A metà volo un ragazzo davanti a me accende il cellulare per controllare se ha ricevuto messaggi. Manca solo il fanatico dirottatore e poi siamo al completo. Prima di partire ho acquistato il biglietto per il pullman che porta da Ciampino alla stazione di Termini. È stata una mossa azzeccata perché ho risparmiato sia denaro, rispetto al prezzo fatto pagare sull’aereo, sia tempo: parto infatti con il primo mezzo a disposizione, dopo pochi minuti dall’atterraggio.

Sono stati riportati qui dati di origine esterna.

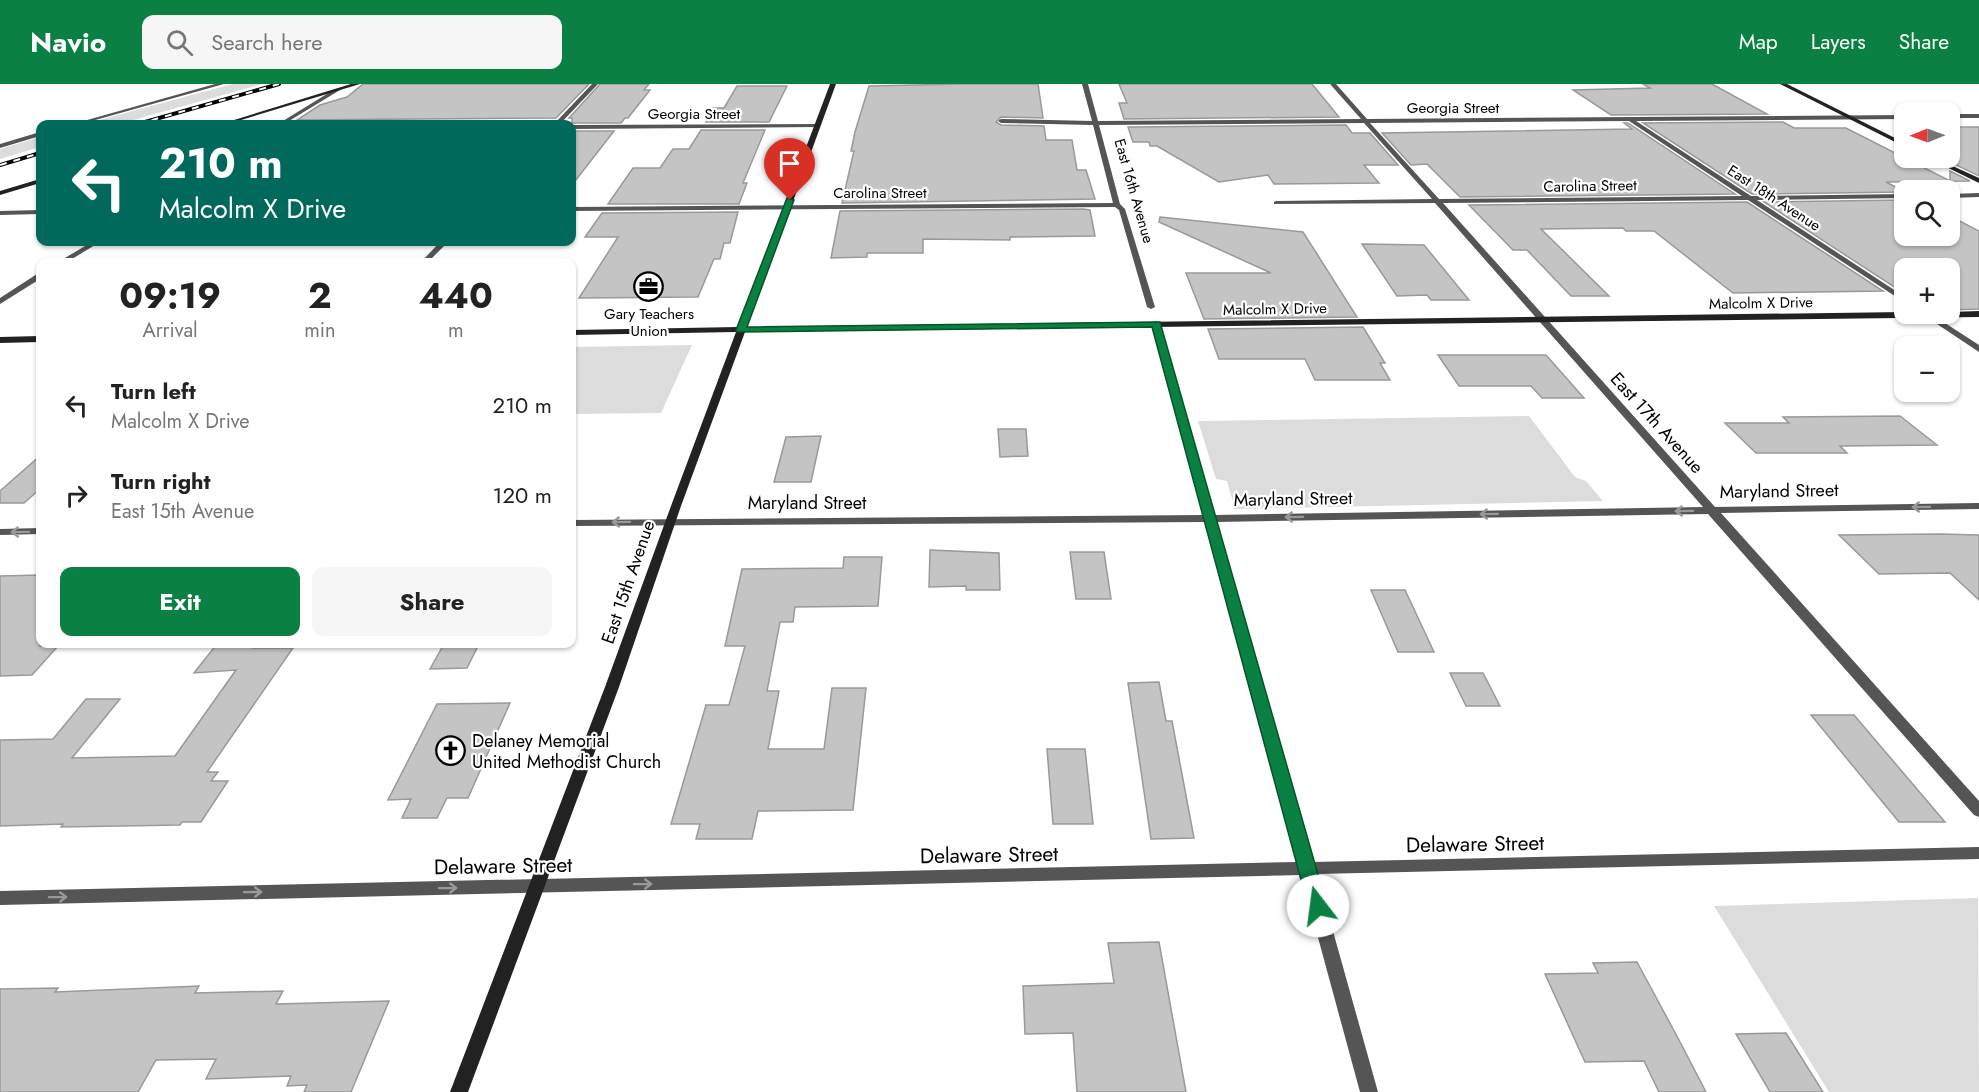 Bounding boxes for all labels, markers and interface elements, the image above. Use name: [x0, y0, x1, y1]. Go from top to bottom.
search box: [142, 15, 562, 69]
text: Navio: [30, 22, 106, 63]
icon: search: [163, 26, 196, 59]
text: Search here: [211, 26, 322, 58]
text: Map: [1739, 27, 1778, 57]
text: Layers: [1811, 27, 1866, 57]
text: Share: [1899, 27, 1949, 57]
street label: Georgia Street: [1407, 97, 1500, 119]
north arrow: [1894, 102, 1960, 168]
map controls: [1894, 102, 1960, 402]
street label: Georgia Street: [648, 103, 741, 125]
text: 210 m: [159, 133, 283, 194]
street label: East 16th Avenue: [1109, 136, 1159, 246]
pin: [764, 138, 815, 200]
icon: left: [60, 144, 138, 222]
icon: arrive: [773, 147, 806, 180]
street label: East 18th Avenue: [1723, 160, 1825, 237]
street label: Carolina Street: [1543, 174, 1637, 198]
button: search: [1894, 180, 1960, 246]
street label: Carolina Street: [833, 182, 927, 204]
text: Malcolm X Drive: [159, 189, 346, 228]
button: +: [1894, 258, 1960, 324]
text: 09:19: [119, 269, 221, 321]
text: 2: [308, 269, 332, 321]
text: 440: [419, 269, 493, 321]
office icon: Gary Teachers Union: [633, 271, 665, 303]
street label: Malcolm X Drive: [1709, 291, 1813, 315]
street label: Malcolm X Drive: [1223, 297, 1327, 321]
place label: Gary Teachers Union: [604, 303, 694, 342]
text: Arrival: [143, 316, 198, 345]
text: min: [304, 316, 336, 345]
text: m: [448, 316, 464, 345]
button: −: [1894, 336, 1960, 402]
street label: East 17th Avenue: [1604, 367, 1710, 479]
text: Turn left: [111, 375, 196, 407]
icon: left: [60, 389, 93, 422]
text: 210 m: [493, 389, 552, 421]
text: Malcolm X Drive: [111, 407, 250, 436]
text: Turn right: [111, 465, 211, 497]
street label: Maryland Street: [1719, 477, 1839, 505]
icon: right: [60, 479, 93, 512]
text: 120 m: [493, 479, 552, 511]
street label: Maryland Street: [1233, 485, 1353, 513]
street label: Maryland Street: [748, 490, 867, 516]
text: East 15th Avenue: [111, 497, 254, 526]
one-way arrow: [1911, 501, 1931, 513]
one-way arrow: [1674, 505, 1694, 517]
one-way arrow: [1479, 508, 1499, 520]
one-way arrow: [1284, 511, 1304, 523]
street label: East 15th Avenue: [595, 517, 661, 647]
one-way arrow: [611, 517, 631, 528]
one-way arrow: [11, 526, 31, 538]
button: Exit: [60, 567, 300, 636]
button: Share: [312, 567, 552, 636]
place label: Delaney Memorial United Methodist Church: [472, 728, 661, 775]
church icon: Delaney Memorial United Methodist Church: [435, 735, 467, 767]
street label: Delaware Street: [1406, 828, 1544, 860]
street label: Delaware Street: [920, 839, 1058, 871]
street label: Delaware Street: [434, 850, 572, 882]
position arrow: [1286, 874, 1350, 938]
one-way arrow: [633, 878, 653, 889]
one-way arrow: [438, 882, 458, 894]
one-way arrow: [243, 886, 263, 898]
one-way arrow: [48, 891, 68, 903]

Facciamo un pezzo del Grande Raccordo Anulare e incontriamo la Casilina. Non potevo quindi esimermi dall’ascoltare la canzone omonima dei Radioglobo, successo dell’estate scorsa. L’hotel che ho scelto – il Flavia – è dalle parti di via Veneto. Ha solo due stelle ma è molto più che dignitoso; l’ingresso addirittura è elegante. La mia singola è molto piccola, tuttavia è ben tenuta e il bagno è pulito. Purtroppo manca la scrivania e devo quindi appoggiare il portatile sul letto per scrivere.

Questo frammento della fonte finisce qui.